NOTE: This is in the works! Check out the demo to see how we're progressing.
UI library in JavaScript: canvas-drawn, no dependencies, IMGUI API, built-in remote screen sharing.
- virtual editable tree-grid:
- scrolls 1 million records @ 60 fps
- loads, sorts and filters 100K records instantly
- grouping by multiple columns
- bulk offline changes
- master-detail with client-side and server-side detail filtering
- data-bound widgets for data entry: editbox, dropdown, etc.
- split-pane layouting widgets: tabs list and splitter.
- p2p screen-sharing, needs only 2-5 Mbps to get 60 fps on a relatively dense UI.
- UI designer for templates.
- flex layouting.
- popup positioning.
- z-layering.
- styling system for colors and spacing better than CSS.
- animations better than CSS.
- IMGUI, so stateless, no DOM updating or diff'ing.
- no dependencies, no build system, small, hackable code base.
- possible to add new layouting algorithms.
Sidestepping the DOM and CSS allows fixing all the problems with the web, at once, and opens up opportunities to create better models for UIs in general. For instance, the IMGUI approach is reactive by design, but implementing a reactive system on top of the DOM is complicated, slow and full of trade-offs. Composable, smart styling is also harder with CSS than with JS where anything is dynamic (eg. the text color is inverted automatically based on background lightness). Remote screen sharing would also be hard to implement efficiently on top of a DOM, but it comes almost for free with the command array model. Virtual widgets like a data grid that has to display a million rows is harder to implement by moving DOM elements around when you could just draw the visible row range at an offset.
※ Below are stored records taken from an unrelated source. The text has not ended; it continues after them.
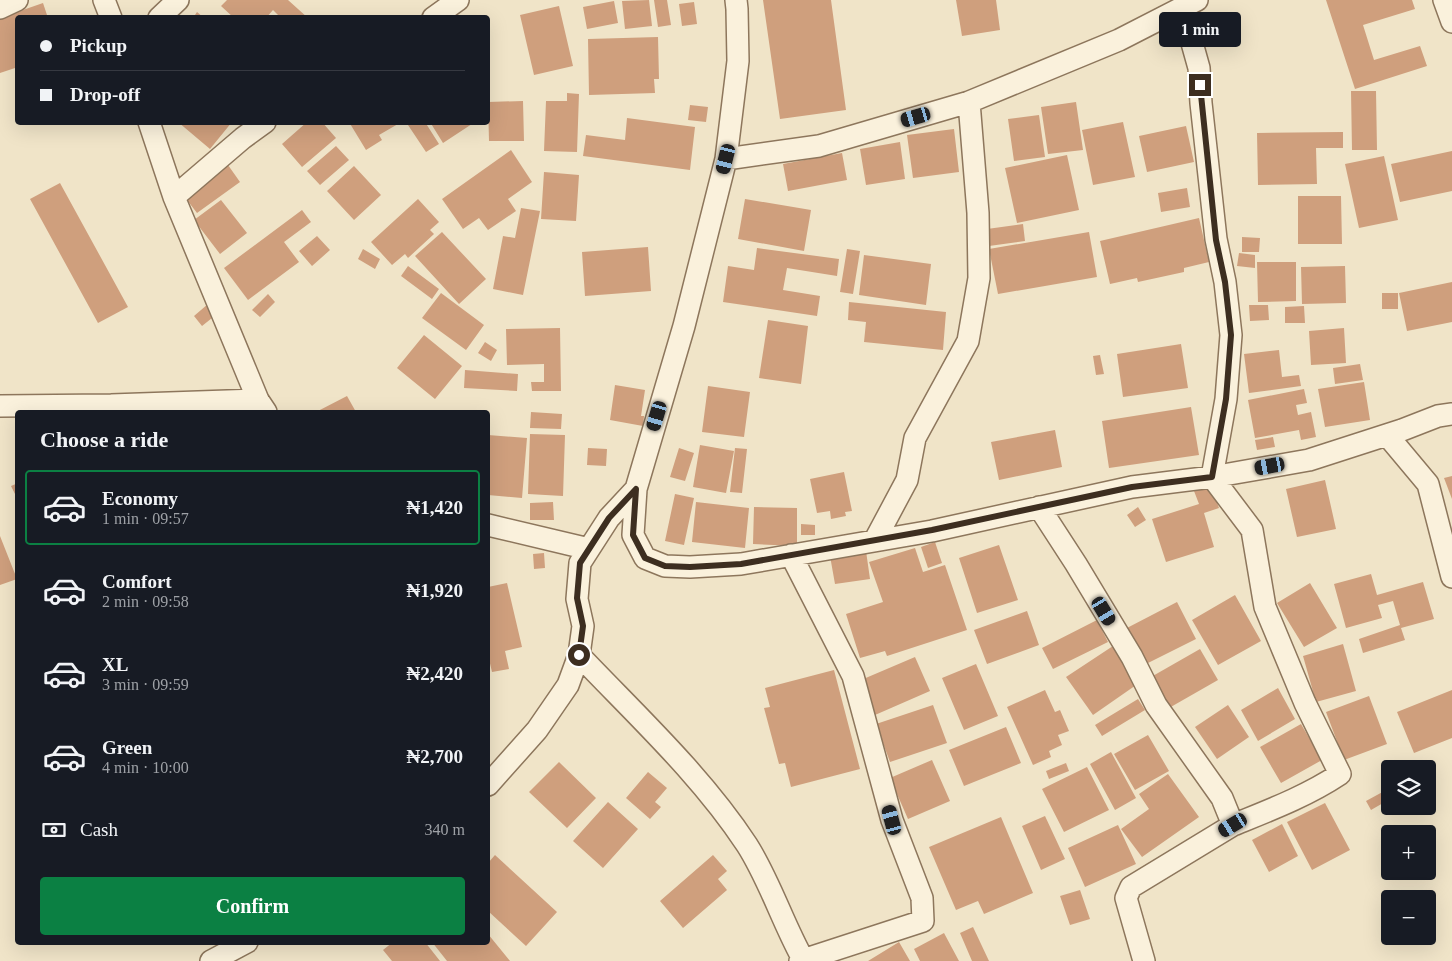 <!DOCTYPE html>
<meta charset="utf-8">
<style>
:root{--surface:#171b24;--page:#20242c;--text:#f1f3f6;--muted:#9ea1a6;--line:#363941;--accent:#0b8043}
body{margin:0;font-family:"Times New Roman",serif;background:var(--page);color:var(--text);height:100vh;display:flex;flex-direction:column;font-size:19px;white-space:nowrap}
*{box-sizing:border-box;margin:0}
p{font-size:16px;color:var(--muted)}
.icon{flex:none;width:28px;height:28px;fill:none;stroke:currentColor;stroke-width:2;stroke-linecap:round;stroke-linejoin:round}
.map{position:relative;flex:1;overflow:hidden}
.sheet{position:absolute;left:15px;top:410px;width:475px;height:535px;display:flex;flex-direction:column;background:var(--surface);border-radius:5px;box-shadow:0 5px 20px #0002}
.sheet>*{flex:none}
.top-card{position:absolute;left:15px;top:15px;width:475px;height:110px;border-radius:5px;box-shadow:0 5px 20px #0002;display:grid;align-content:center;height:110px;padding:0 25px;background:var(--surface)}
.fabs{position:absolute;left:1381px;top:760px;display:grid;gap:10px}
.fabs a{display:grid;place-items:center;width:55px;height:55px;border-radius:5px;background:var(--surface);box-shadow:0 5px 20px #0002;font-size:25px}
.end{position:absolute;width:22px;height:22px;margin:-11px;border:6px solid #3d2e20;background:#fff;box-shadow:0 0 0 2px #fff}
.from{border-radius:50%}
.bubble{position:absolute;height:35px;border-radius:5px;background:var(--surface);box-shadow:0 5px 20px #0002;font-size:16px;font-weight:700;line-height:35px;text-align:center}
.car{position:absolute;width:15px;height:30px;margin:-15px -8px;border-radius:6px;box-shadow:0 0 4px 1px #0007;background:linear-gradient(#222 24%,#8ab4d8 0 40%,#222 0 76%,#8ab4d8 0 86%,#222 0)}
.top-card b{display:flex;align-items:center;gap:18px;height:48px;font-size:19px}
.top-card b+b{border-top:1px solid var(--line)}
.top-card i{width:12px;height:12px;background:var(--text)}
ul{padding:0;list-style:none}
li{display:flex;align-items:center;gap:15px;height:75px;margin:0 10px 8px;padding:0 15px;border:2px solid transparent;border-radius:5px}
li div{flex:1}
li b{display:block;font-size:19px}
li em{font-style:normal;font-weight:700}
li.on{border-color:var(--accent)}
li>.icon{width:45px;height:45px;stroke-width:1.5}
h2{padding:0 25px;font-size:22px;line-height:60px}
.pay{display:flex;align-items:center;gap:12px;height:55px;padding:0 25px;font-size:19px}
.pay p{margin-inline-start:auto}
.action{display:flex;gap:10px;margin-top:auto;padding:10px 25px}
.action a{flex:1;height:58px;border-radius:5px;background:var(--accent);color:#fff;font-size:20px;font-weight:700;line-height:58px;text-align:center}
.map>svg:first-child{display:block}
.building{fill:#cf9f7d}
.lines{fill:none;stroke-linecap:round;stroke-linejoin:round}
.minor-casing{stroke:#8d765c;stroke-width:24}
.minor{stroke:#faf1dc;stroke-width:21}
.route{stroke:#3d2e20;stroke-width:6}
</style>
<div class="map">
<svg width="1452" height="961" viewBox="0 0 1452 961">
<rect width="100%" height="100%" fill="#f0e4c8"/>
<path class="building" d="M227,0h61l20,18h-27l-8,-8 -7,8h-32l-13,-12z
M649,0l3,26 -27,3 -3,-28z
M654,0h13l4,25 -13,2z
M763,0h68l15,110 -66,9z
M956,0h40l4,30 -38,6z
M1326,0h86l3,9 -52,16 11,35 46,-14 7,20 -72,23z
M614,1l4,22 -31,6 -4,-22z
M694,2l3,22 -15,2 -3,-22z
M43,3l5,15h-30v49l-18,6v-55z
M559,6l14,60 -39,9 -14,-60z
M197,12l7,6h-11z
M658,37l1,42h-5l1,14 -66,2 -1,-56z
M1351,91h25l1,59h-25z
M567,93l12,1 -2,58 -33,-1 2,-50h21z
M523,101l1,40h-35l-1,-39z
M1076,102l7,48 -35,4 -7,-47z
M690,105l18,2 -2,15 -18,-2z
M1039,115l6,42 -31,4 -6,-42z
M627,118l68,9 -5,43 -107,-14 3,-21 39,5z
M178,122h54l-22,27z
M307,122h15l14,16 -34,29 -20,-23z
M349,122h48l1,2 -19,11 3,5 -16,10z
M406,122h19l14,22 -13,8z
M430,122h45l-32,21z
M1123,122l12,55 -42,8 -11,-55z
M1186,126l8,36 -47,10 -8,-36z
M954,129l5,43 -46,6 -6,-43z
M1343,132v16h-27l1,36 -59,1 -1,-52z
M900,142l5,37 -39,6 -6,-36z
M336,146l13,14 -29,25 -13,-14z
M511,150l21,32 -24,17 8,12 -28,19 -9,-12 -16,11 -21,-30z
M1452,151v40l-52,11 -9,-38z
M842,153l5,27 -59,11 -5,-27z
M1067,155l12,55 -62,13 -12,-55z
M1384,156l14,64 -39,8 -14,-64z
M228,165l12,17 -43,31 -13,-17z
M354,166l27,29 -27,25 -27,-29z
M544,172l35,3 -3,46 -35,-2z
M60,183l68,124 -30,16 -68,-124z
M1187,188l3,19 -29,5 -3,-19z
M1298,196h43l1,48h-44z
M418,199l21,23 -9,8 4,4 -26,24 -3,-4 -13,11 -21,-23z
M745,199l66,11 -7,41 -66,-12z
M221,200l26,33 -27,21 -26,-34z
M521,208l19,3 -17,84 -30,-6 10,-53 12,2z
M302,210l9,12 -27,20 15,20 -51,38 -24,-32z
M1199,218l10,44 -25,6v4l-46,10 -1,-4 -27,6 -10,-43z
M1023,224l2,17 -36,5 -2,-17z
M442,232l44,47 -27,25 -44,-48z
M1089,232l8,45 -99,17 -9,-45z
M317,236l13,14 -18,16 -13,-15z
M1242,237l18,1 -1,14h-17z
M648,247l3,44 -66,5 -3,-44z
M757,248l82,11 -2,17 -50,-8 -4,22 37,6 -3,20 -94,-14 5,-36 26,4z
M363,249l17,10 -5,10 -17,-10z
M847,249l13,2 -7,43 -13,-2z
M1239,253l16,2v13l-18,-2z
M864,255l67,9 -5,41 -67,-10z
M1257,262h39v39l-38,1z
M408,266l31,23 -7,10 -31,-23z
M1345,266l1,37 -44,1 -1,-37z
M1452,282v40l-45,9 -8,-38z
M441,293l43,32 -18,25 -44,-32z
M1382,293h16v16h-16z
M268,294l7,8 -15,15 -8,-7z
M849,302l97,10 -3,38 -79,-8 2,-20 -18,-2z
M208,304l9,10 -15,12 -8,-10z
M1249,305h19l1,15 -19,1z
M1304,306l1,17h-20v-16z
M768,320l40,6 -7,58 -42,-6z
M560,328l1,63h-29l-1,-9h13v-18l-37,1 -1,-36z
M1344,328l2,35 -35,2 -2,-34z
M424,335l38,31 -27,33 -38,-31z
M485,342l12,8 -6,11 -13,-8z
M1181,344l7,44 -65,9 -6,-43z
M1279,350l3,27 17,-2 2,11 -52,7 -5,-39z
M1100,355l4,19 -8,1 -3,-19z
M1360,364l3,16 -28,4 -2,-16z
M465,370l53,4 -1,17 -53,-3z
M1364,382l6,38 -45,7 -7,-38z
M615,385l30,5 -4,26h3l-1,10 -33,-6z
M708,386l42,6 -6,45 -42,-5z
M1304,389l3,14 -11,2 2,10 13,-3 5,25 -15,3 -2,-10 -44,8 -7,-38z
M347,396l9,16h-40z
M1191,407l8,48 -90,13 -7,-47z
M531,412l31,2 -1,15 -31,-1z
M1055,430l7,37 -63,13 -8,-38z
M530,434l35,1 -2,61 -35,-2z
M488,435l39,3 -5,60 -34,-3z
M1273,437l2,10 -18,3 -2,-10z
M700,445l34,6 -8,42 -33,-6z
M588,448l19,1 -1,17 -19,-1z
M679,448l15,5 -9,28 -15,-4z
M735,448l12,1 -5,44 -12,-1z
M844,472l8,39 -7,1 1,4 -15,3 -1,-8 -13,2 -7,-34z
M1452,476v23l-8,-21z
M1325,480l11,49 -39,8 -11,-48z
M18,483v17l-7,-14z
M1211,485l8,23 -15,5 10,34 -48,15 -14,-43 47,-15 -5,-13z
M675,494l19,4 -10,47 -19,-4z
M553,502l1,18h-24v-17z
M696,502l53,6 -4,40 -53,-6z
M754,507l43,1v38l-44,-2z
M1138,507l8,13 -11,7 -8,-12z
M801,524l14,1v10h-14z
M0,536l17,43 -17,6z
M935,542l7,21 -14,5 -7,-21z
M999,545l19,55 -41,13 -18,-55z
M915,548l8,24 22,-7 22,65 -80,26 -2,-5 -25,7 -14,-44 37,-12 -14,-40z
M866,551l4,28 -35,5 -5,-28z
M544,553l1,15 -11,1 -1,-15z
M1371,574l6,21 46,-13 11,37 -33,9 4,12 -42,13 -4,-14 41,-14 -7,-24 -15,4 4,13 -36,10 -12,-44z
M507,583l15,64 -17,4 4,18 -17,3 -4,-17v-68z
M1310,583l27,45 -33,19 -27,-44z
M1235,595l26,46 -43,24 -26,-45z
M1177,602l19,37 -52,26 -19,-36z
M1027,611l12,34 -52,19 -13,-34z
M1097,620l11,22 -55,27 -11,-21z
M1343,644l13,47 -40,11 -13,-46z
M1113,646l26,37 -46,32 -27,-38z
M1200,649l18,31 -49,28 -18,-31z
M915,657l15,34 -55,24 -14,-35z
M976,664l22,52 -34,14 -22,-52z
M834,670l26,99 -69,18 -6,-24 -6,1 -15,-56 6,-1 -5,-19z
M1278,688l17,31 -37,22 -17,-31z
M1045,690l10,22 5,-2 9,21 -11,4 4,10 -13,6 2,6 -18,8 -26,-58z
M1452,690v48l-38,15 -17,-41z
M1369,696l18,48 -43,16 -18,-48z
M1138,699l7,11 -43,26 -7,-11z
M933,705l14,38 -57,19 -14,-38z
M1228,705l21,32 -32,22 -22,-32z
M1301,724l21,36 -41,23 -21,-36z
M1006,727l15,36 -57,23 -15,-36z
M1148,735l21,36 -34,19 -21,-36z
M1111,752l25,46 -21,12 -25,-46z
M932,760l18,41 -42,18 -18,-41z
M559,762l37,36 -29,30 -38,-36z
M1066,763l3,8 -20,8 -3,-8z
M1406,764l3,5h-12z
M1087,767l22,43 -45,22 -22,-43z
M648,772l19,16 -12,14 6,5 -11,12 -24,-21z
M1390,773v26l-19,11 -5,-9 22,-12 -7,-11z
M1168,774l31,43 -57,40 -21,-28 28,-20 -10,-15z
M608,802l30,27 -35,39 -30,-27z
M1325,803l25,47 -38,20 -25,-48z
M1045,816l20,43 -24,11 -19,-44z
M1001,817l32,76 -49,21 -6,-13 -22,9 -27,-63z
M1282,824l16,32 -29,16 -17,-32z
M1118,825l18,39 -51,23 -17,-39z
M495,855l62,57 -31,34 -38,-35v-48z
M713,855l14,16 -9,8 9,11 -44,38 -23,-27z
M1080,890l10,29 -20,6 -10,-29z
M973,927l16,34h-17l-12,-28z
M944,933l15,28h-39l-6,-12z
M488,934l22,27h-63l-15,-19h56z
M393,942h32l15,19h-48l-9,-11z
M899,942l11,19h-42z"/>
<g class="lines">
<g class="minor-casing">
<path id="minor" d="M104,0l7,18
M736,0l1,9 1,52 -12,98 -42,167 -48,163 -3,46 12,23 20,8 25,1 51,-3 191,-33 200,-44 80,-10 97,-17 93,-30 36,-14 14,-2
M1444,0l8,22
M1182,7l17,61 2,35 15,136 9,43 6,53 -5,64 -14,78 40,53 13,77 40,96 35,71c-33,22 -70,36 -107,51
M0,8l17,-8
M159,18l19,-18
M433,18l25,-18
M149,122l25,75 84,203 8,12
M726,159l93,-13 150,-44 150,-62 78,-40
M174,197l69,-59 22,-16
M0,406l111,-1 147,-5
M1387,435l41,49 24,93
M1039,507l37,57 56,93 24,48 66,93 11,27 -102,62 -5,11 18,63
M488,525l101,24
M875,540l32,-60 8,-42 53,-97 11,-63 -1,-65 -9,-111
M791,555l62,121 39,144 30,78 1,23 -123,40
M579,655c58,61 122,120 168,190 23,36 36,79 57,116
M488,785l49,-55 31,-45 11,-30 4,-29 -6,-27 3,-36 29,-45 27,-29
M211,961l36,-19"/>
</g>
<use href="#minor" class="minor"/>
</g>
<g class="lines">
<path class="route" d="M579,655l4,-29 -6,-28 3,-35 29,-45 27,-29 -3,46 12,23 20,8 25,1 51,-3 191,-34 200,-43 80,-10 14,-78 5,-64 -6,-53 -9,-42 -16,-155"/>
</g>
</svg>
<div class="fabs">
<a><svg class="icon" aria-label="layers" viewBox="0 0 24 24"><path d="M12 4l9 5-9 5-9-5zM3 14l9 5 9-5"/></svg></a>
<a>+</a>
<a>−</a>
</div>
<i class="end from" style="left:579px;top:655px"></i>
<i class="end" style="left:1200px;top:85px"></i>
<div class="bubble" style="left:1159px;top:12px;width:82px">1 min</div>
<i class="car" style="left:916px;top:117px;rotate:254deg"></i>
<i class="car" style="left:726px;top:159px;rotate:194deg"></i>
<i class="car" style="left:657px;top:416px;rotate:197deg"></i>
<i class="car" style="left:1270px;top:466px;rotate:260deg"></i>
<i class="car" style="left:1104px;top:611px;rotate:149deg"></i>
<i class="car" style="left:892px;top:820px;rotate:345deg"></i>
<i class="car" style="left:1233px;top:825px;rotate:239deg"></i>
<div class="top-card">
<b><i class="from"></i>Pickup</b>
<b><i></i>Drop-off</b>
</div>
<section class="sheet">
<h2>Choose a ride</h2>
<ul>
<li class="on"><svg class="icon" aria-label="car" viewBox="0 0 24 24"><path d="M5 17H2v-5l4-1 3-4h7l3 4 3 1v5h-3M9 17h6M6 11h13"/><circle cx="7" cy="17" r="2"/><circle cx="17" cy="17" r="2"/></svg><div><b>Economy</b><p>1 min · 09:57</p></div><em>₦1,420</em></li>
<li><svg class="icon" aria-label="car" viewBox="0 0 24 24"><path d="M5 17H2v-5l4-1 3-4h7l3 4 3 1v5h-3M9 17h6M6 11h13"/><circle cx="7" cy="17" r="2"/><circle cx="17" cy="17" r="2"/></svg><div><b>Comfort</b><p>2 min · 09:58</p></div><em>₦1,920</em></li>
<li><svg class="icon" aria-label="car" viewBox="0 0 24 24"><path d="M5 17H2v-5l4-1 3-4h7l3 4 3 1v5h-3M9 17h6M6 11h13"/><circle cx="7" cy="17" r="2"/><circle cx="17" cy="17" r="2"/></svg><div><b>XL</b><p>3 min · 09:59</p></div><em>₦2,420</em></li>
<li><svg class="icon" aria-label="car" viewBox="0 0 24 24"><path d="M5 17H2v-5l4-1 3-4h7l3 4 3 1v5h-3M9 17h6M6 11h13"/><circle cx="7" cy="17" r="2"/><circle cx="17" cy="17" r="2"/></svg><div><b>Green</b><p>4 min · 10:00</p></div><em>₦2,700</em></li>
</ul>
<div class="pay"><svg class="icon" aria-label="cash" viewBox="0 0 24 24"><path d="M3 7h18v10H3z"/><circle cx="12" cy="12" r="2"/></svg>Cash<p>340 m</p></div>
<div class="action"><a>Confirm</a></div>
</section>
</div>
With canvas, you have to reimplement the web from scratch: layouting, styling, animations, box model, etc. Most of these are easy and you can even do a better job with not a lot of code. But some are infeasible because of missing APIs. Text APIs in particular are very crude in the browser, so things like BiDi (UAX#9), Unicode line breaking (UAX#14), dictionary-based word wrapping, underlines that break under letter stems, all those things are hard, and we'll just have to do without.